– Ils sont venus à Paris de Nouvelle-Zélande, d’Australie, des Etats-Unis, d’Allemagne, de Suisse ou de Majorque. Ils et elles sont les membres de l’autobaptisé « Collège invisible », groupe d’experts scientifiques à la sauce Avengers ou Ligue des gentlemen extraordinaires destiné à lutter contre le Mal. Ici, il s’agit non de sauver la planète, mais de « décontaminer la littérature scientifique », comme l’indique le titre de leur symposium qui s’est tenu, à huis clos, du 17 au 19 septembre.
C’est la première fois que cette quarantaine de « détectives » de la science, chassant les manquements à l’intégrité de certains articles scientifiques, et qui ont à leur actif d’avoir fait rétracter des milliers de textes pour ces motifs, se réunissent. Objectif : consolider leurs actions, jusque-là souvent individuelles ou en petits groupes montés pour la circonstance. « Se voir physiquement crée quelque chose de plus fort », témoigne Cyril Labbé, professeur à l’université Grenoble Alpes, un des co-organisateurs de cette réunion atypique et membre du projet européen NanoBubbles, d’étude de l’« autocorrection de la science ».
Le programme a d’ailleurs commencé par des présentations individuelles, très courtes, histoire de confirmer la variété des profils. La plupart, universitaires ou en retraite, n’y consacrent qu’une partie de leur temps. D’autres sont à plein temps, comme Guillaume Cabanac, professeur à l’université Toulouse-III-Paul-Sabatier et l’un des organisateurs de ce colloque. Il est notamment titulaire d’une chaire de l’Institut universitaire de France, qui cofinance l’événement, sur le thème de la décontamination de la science. Il est aussi membre de NanoBubbles, qui a complété le financement du symposium.
Les spécialités de ces limiers sont également diverses. Elisabeth Bik a l’œil pour repérer des images dupliquées, Jennifer Byrne traque, elle, les fausses séquences génétiques ou lignées cellulaires, Smut Clyde est habile à tirer le fil de pelotes pour dénicher des paper mills (des entreprises produisant de faux articles à la pelle), Lonni Besançon a plongé dans les faiblesses éthiques des articles de Didier Raoult, Nick Brown tique à la moindre erreur statistique…
« Wagons de rétractations »
« Il y a des fois où c’est drôle, tellement les fraudes sont mal faites », nous dit l’un d’eux. Mais leur activité n’invite pas toujours au rire.

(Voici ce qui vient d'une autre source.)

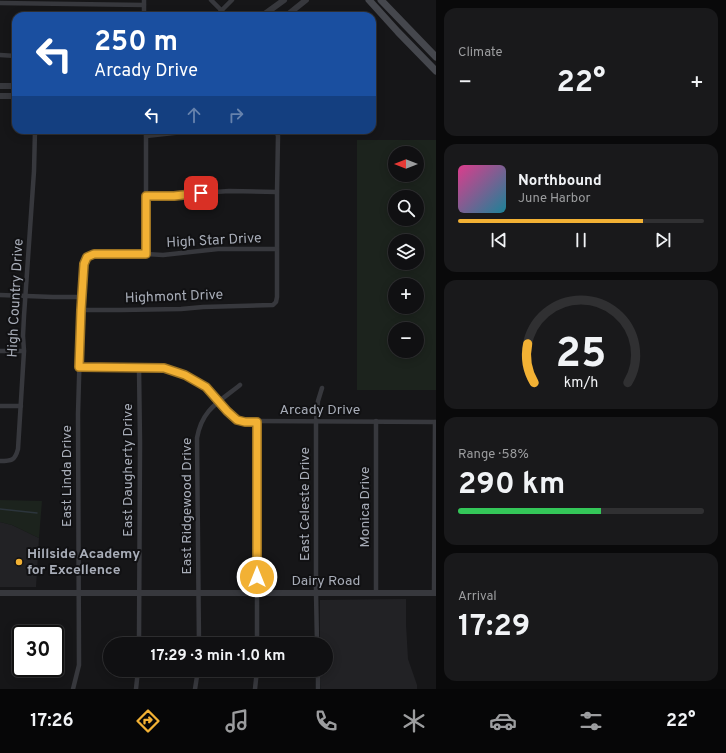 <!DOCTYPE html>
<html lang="en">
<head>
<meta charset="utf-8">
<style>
  :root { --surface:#101012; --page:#19191b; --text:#f1f3f6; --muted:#9c9d9f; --line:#303032; --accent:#f2b134 }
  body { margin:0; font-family:Overpass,sans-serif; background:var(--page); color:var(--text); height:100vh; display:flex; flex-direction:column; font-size:15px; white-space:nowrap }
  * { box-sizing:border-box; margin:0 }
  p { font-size:13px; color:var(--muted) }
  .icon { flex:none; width:22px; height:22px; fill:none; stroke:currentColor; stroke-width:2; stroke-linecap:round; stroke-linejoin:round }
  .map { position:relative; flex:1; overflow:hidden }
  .details { display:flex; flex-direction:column; gap:8px; padding:8px; background:#09090a; width:290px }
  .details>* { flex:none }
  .top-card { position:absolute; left:12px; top:12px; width:364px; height:122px; border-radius:12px; box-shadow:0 2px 10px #0003,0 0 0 1px var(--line); background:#1a4fa0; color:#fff; overflow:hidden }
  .needle { width:26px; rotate:270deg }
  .fabs { position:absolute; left:388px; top:146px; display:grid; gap:8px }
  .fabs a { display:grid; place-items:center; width:36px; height:36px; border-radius:50%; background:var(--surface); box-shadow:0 2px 10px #0003,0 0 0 1px var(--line); font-size:20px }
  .speed { position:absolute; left:12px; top:625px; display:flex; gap:8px; font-size:20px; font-weight:700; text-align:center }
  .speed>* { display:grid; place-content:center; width:52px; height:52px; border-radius:50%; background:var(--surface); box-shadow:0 2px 10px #0003,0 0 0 1px var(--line); line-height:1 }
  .speed .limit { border:2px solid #111; border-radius:6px; background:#fff; color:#111 }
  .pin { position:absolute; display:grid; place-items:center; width:34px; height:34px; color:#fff; margin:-17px; border-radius:8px; box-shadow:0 2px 6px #0006 }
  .me { position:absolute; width:44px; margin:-22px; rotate:0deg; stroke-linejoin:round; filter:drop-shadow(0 0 3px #0008) }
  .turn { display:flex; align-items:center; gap:14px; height:84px; padding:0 16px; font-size:18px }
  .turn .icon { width:52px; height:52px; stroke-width:2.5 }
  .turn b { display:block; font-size:28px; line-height:34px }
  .lanes { display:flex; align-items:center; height:38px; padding:0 16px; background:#0003; justify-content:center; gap:20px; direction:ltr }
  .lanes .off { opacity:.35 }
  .big { font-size:30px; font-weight:700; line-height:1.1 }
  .details .tile { flex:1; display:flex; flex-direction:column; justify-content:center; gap:6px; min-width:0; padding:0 14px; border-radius:12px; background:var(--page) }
  .details .dial { align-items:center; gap:0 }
  .dial svg { height:104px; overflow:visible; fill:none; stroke:var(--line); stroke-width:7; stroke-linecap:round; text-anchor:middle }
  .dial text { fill:var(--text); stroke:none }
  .song { display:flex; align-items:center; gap:12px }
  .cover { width:48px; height:48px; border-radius:6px; background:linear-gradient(135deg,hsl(330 70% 55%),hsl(190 70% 35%)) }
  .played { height:4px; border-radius:2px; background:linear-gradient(90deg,var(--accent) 75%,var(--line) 75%) }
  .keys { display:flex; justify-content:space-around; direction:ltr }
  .heat { display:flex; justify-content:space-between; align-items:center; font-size:22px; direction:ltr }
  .charge { height:6px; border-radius:3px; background:linear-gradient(90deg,#34c759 58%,var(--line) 0) }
  .trip { position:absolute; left:103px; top:637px; width:230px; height:40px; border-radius:20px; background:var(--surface); box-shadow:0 2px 10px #0003,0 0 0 1px var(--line); font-weight:700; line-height:40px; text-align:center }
  .tab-bar { display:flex; height:64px; justify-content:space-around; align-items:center; background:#060607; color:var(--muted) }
  .tab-bar .icon { width:28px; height:28px }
  .tab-bar .active { color:var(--accent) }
  .tab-bar b { font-size:18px; color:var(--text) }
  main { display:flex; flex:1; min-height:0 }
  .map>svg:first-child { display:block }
  .built { fill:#222225 }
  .green { fill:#1c231d; fill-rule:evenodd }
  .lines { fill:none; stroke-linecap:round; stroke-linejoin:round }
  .stream { stroke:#2c353c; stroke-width:1.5 }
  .minor { stroke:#37383d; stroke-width:4.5 }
  .tertiary { stroke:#37383d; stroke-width:6 }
  .secondary { stroke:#45474d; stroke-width:7 }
  .route-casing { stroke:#9d7322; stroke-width:10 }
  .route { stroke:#f2b134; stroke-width:7 }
  .poi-dot { fill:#f2b134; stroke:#111113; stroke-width:1.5 }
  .labels { text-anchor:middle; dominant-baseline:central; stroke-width:4; stroke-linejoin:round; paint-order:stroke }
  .street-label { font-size:14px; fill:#a8adb8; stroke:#111113 }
  .poi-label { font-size:14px; font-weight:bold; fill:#a8adb8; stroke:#111113; text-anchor:start }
</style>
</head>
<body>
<main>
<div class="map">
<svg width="436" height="689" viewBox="0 0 436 689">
  <rect width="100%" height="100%" fill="#161618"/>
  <g class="built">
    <path d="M0,522L12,525L39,538L36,587H0Z"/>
    <path d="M406,599V624L408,659L417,685V689H321L320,670H326V644H320V600Z"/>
  </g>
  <g class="green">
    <path d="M357,140H436V390H357ZM395,153H417V175H395ZM395,197H417V219H395ZM395,241H417V263H395ZM395,285H417V307H395ZM395,329H417V351H395Z"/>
    <path d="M0,500L42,501L39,538L12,525L0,522Z"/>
  </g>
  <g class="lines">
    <path class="stream" d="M0,509L37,513"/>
    <g class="minor">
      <path d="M211,0L222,11"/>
      <path d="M0,3L144,5"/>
      <path d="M144,16V0"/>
      <path d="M216,16L232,0"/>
      <path d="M0,55L16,56"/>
      <path d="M146,136L183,132L191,130"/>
      <path d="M146,196H174L201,193L229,191L277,192"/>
      <path d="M146,254V130"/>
      <path d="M0,295L53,297H81"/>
      <path d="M81,310H120L181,309L203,307L273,305L276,302L277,297V192L278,136L276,130"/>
      <path d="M0,351H24"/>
      <path d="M79,367L164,368L185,375L207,387L227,411L237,420L245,421L436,422"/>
      <path d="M139,367L140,443L139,644"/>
      <path d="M0,406H21"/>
      <path d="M376,421V593"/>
      <path d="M257,422V644"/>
      <path d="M0,461C11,461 15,461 18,449L24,351L23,336L24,316L34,171L35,130"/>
      <path d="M434,593L435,422"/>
      <path d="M199,644L197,438C202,409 219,402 240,385"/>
      <path d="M317,644L316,592V421L318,401L322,388"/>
      <path d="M318,670V689"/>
      <path d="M73,689L79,665L78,414L81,310L84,262L87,257L94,254H146L163,255L218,249H277"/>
      <path d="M136,689L138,670"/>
      <path d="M195,689L198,670"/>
      <path d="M255,689L257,670"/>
    </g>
    <g class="tertiary">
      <path d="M262,16L284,0"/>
      <path d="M286,16L306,0"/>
      <path d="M0,86H16"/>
      <path d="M0,96H16"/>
      <path d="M0,593H436"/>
    </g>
    <g class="secondary">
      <path d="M369,0L398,32L436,71"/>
      <path d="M381,0L436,57"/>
    </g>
  </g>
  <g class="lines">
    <g class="route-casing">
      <path id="route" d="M201,193L174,196H146V254H94L87,257L84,264L81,310L79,367L164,368L185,375L206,387L227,411L237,420L245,422H257V577"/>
    </g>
    <use href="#route" class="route"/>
  </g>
  <circle class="poi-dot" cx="19" cy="562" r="4"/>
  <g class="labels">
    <g class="street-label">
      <text transform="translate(214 241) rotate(-3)">High Star Drive</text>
      <text transform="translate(174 297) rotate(-2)">Highmont Drive</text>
      <text transform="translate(16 298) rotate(-87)">High Country Drive</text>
      <text x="320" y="410">Arcady Drive</text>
      <text transform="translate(128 470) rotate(-90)">East Daugherty Drive</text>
      <text transform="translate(67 476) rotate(-90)">East Linda Drive</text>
      <text transform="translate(305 504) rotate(-90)">East Celeste Drive</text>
      <text transform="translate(187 506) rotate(-90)">East Ridgewood Drive</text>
      <text transform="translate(365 507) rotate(-90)">Monica Drive</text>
      <text x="326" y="581">Dairy Road</text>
    </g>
    <g class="poi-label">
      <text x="27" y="554">Hillside Academy<tspan x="27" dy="16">for Excellence</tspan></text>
    </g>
  </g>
</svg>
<div class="fabs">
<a><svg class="needle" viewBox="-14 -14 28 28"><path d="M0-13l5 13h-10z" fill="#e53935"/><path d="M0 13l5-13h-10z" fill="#9c9d9f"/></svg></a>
<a><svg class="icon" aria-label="search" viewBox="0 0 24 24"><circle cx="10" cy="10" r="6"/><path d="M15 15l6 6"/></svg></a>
<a><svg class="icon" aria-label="layers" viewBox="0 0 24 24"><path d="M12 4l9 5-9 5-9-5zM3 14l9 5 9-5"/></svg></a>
<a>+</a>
<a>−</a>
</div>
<div class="speed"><div class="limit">30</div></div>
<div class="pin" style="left:201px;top:193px;background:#d93025"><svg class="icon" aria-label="arrive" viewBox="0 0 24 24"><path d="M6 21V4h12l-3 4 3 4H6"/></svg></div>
<svg class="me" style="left:257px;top:577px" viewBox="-20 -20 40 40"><circle r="17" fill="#f2b134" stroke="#fff" stroke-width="3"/><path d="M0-11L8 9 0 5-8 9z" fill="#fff"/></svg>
<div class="trip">17:29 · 3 min · 1.0 km</div>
<div class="top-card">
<div class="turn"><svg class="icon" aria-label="left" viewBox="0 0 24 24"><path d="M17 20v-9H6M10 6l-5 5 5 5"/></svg><div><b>250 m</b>Arcady Drive</div></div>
<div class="lanes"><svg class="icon" aria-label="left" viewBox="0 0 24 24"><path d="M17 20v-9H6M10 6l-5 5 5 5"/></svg><svg class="icon off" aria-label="ahead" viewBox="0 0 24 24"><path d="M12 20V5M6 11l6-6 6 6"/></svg><svg class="icon off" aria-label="right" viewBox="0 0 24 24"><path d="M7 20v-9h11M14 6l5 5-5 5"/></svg></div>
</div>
</div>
<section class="details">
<div class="tile"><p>Climate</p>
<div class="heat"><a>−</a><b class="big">22°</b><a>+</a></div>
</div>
<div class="tile">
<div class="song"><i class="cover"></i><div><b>Northbound</b><p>June Harbor</p></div></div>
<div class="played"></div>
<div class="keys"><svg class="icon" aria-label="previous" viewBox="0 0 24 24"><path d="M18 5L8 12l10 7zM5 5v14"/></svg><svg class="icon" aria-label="pause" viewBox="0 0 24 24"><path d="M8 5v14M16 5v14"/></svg><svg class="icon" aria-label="next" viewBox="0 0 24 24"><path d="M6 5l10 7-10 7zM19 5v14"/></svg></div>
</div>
<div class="tile dial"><svg viewBox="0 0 100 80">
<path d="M14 69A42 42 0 1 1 86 69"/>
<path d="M14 69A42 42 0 0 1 9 39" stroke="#f2b134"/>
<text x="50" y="56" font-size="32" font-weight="700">25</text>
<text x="50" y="72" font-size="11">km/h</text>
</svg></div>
<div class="tile"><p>Range · 58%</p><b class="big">290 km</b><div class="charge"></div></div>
<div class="tile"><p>Arrival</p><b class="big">17:29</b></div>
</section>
</main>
<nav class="tab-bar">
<b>17:26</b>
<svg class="icon active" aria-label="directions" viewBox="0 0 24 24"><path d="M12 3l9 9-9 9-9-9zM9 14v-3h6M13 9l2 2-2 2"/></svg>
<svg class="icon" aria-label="music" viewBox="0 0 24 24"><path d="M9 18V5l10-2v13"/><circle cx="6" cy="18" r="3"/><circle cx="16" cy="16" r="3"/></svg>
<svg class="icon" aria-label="phone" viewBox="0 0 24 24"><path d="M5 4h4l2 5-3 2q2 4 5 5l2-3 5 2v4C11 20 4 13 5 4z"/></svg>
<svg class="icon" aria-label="climate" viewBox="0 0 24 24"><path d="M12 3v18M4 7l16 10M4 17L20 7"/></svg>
<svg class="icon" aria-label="car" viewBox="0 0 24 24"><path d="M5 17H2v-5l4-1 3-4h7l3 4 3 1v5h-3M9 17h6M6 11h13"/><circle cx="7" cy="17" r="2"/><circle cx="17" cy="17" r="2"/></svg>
<svg class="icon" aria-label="filters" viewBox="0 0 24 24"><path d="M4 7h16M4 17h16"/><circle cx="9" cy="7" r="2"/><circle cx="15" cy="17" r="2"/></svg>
<b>22°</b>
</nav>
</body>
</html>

Sur une quinzaine de chercheurs interrogés par Le Monde, deux tiers déclarent avoir reçu des insultes et un quart des plaintes plus formelles. Mais tous veulent continuer. « L’un des buts [de notre action] est aussi de se soutenir, pour ne pas rester seuls. Créer une communauté », estime Guillaume Cabanac.
En petits groupes, la congrégation s’est aussi formée à divers outils informatiques, a échangé sur ses pratiques et techniques, a réfléchi à d’autres champs d’investigation comme les brevets. En plénière, elle a débattu de divers sujets comme l’éthique de la « dénonciation », la possibilité de « valoriser » leur activité autrement que par des publications, ou encore l’intérêt de formaliser leurs actions collectivement. Sur ce point, chacun semble vouloir garder sa liberté.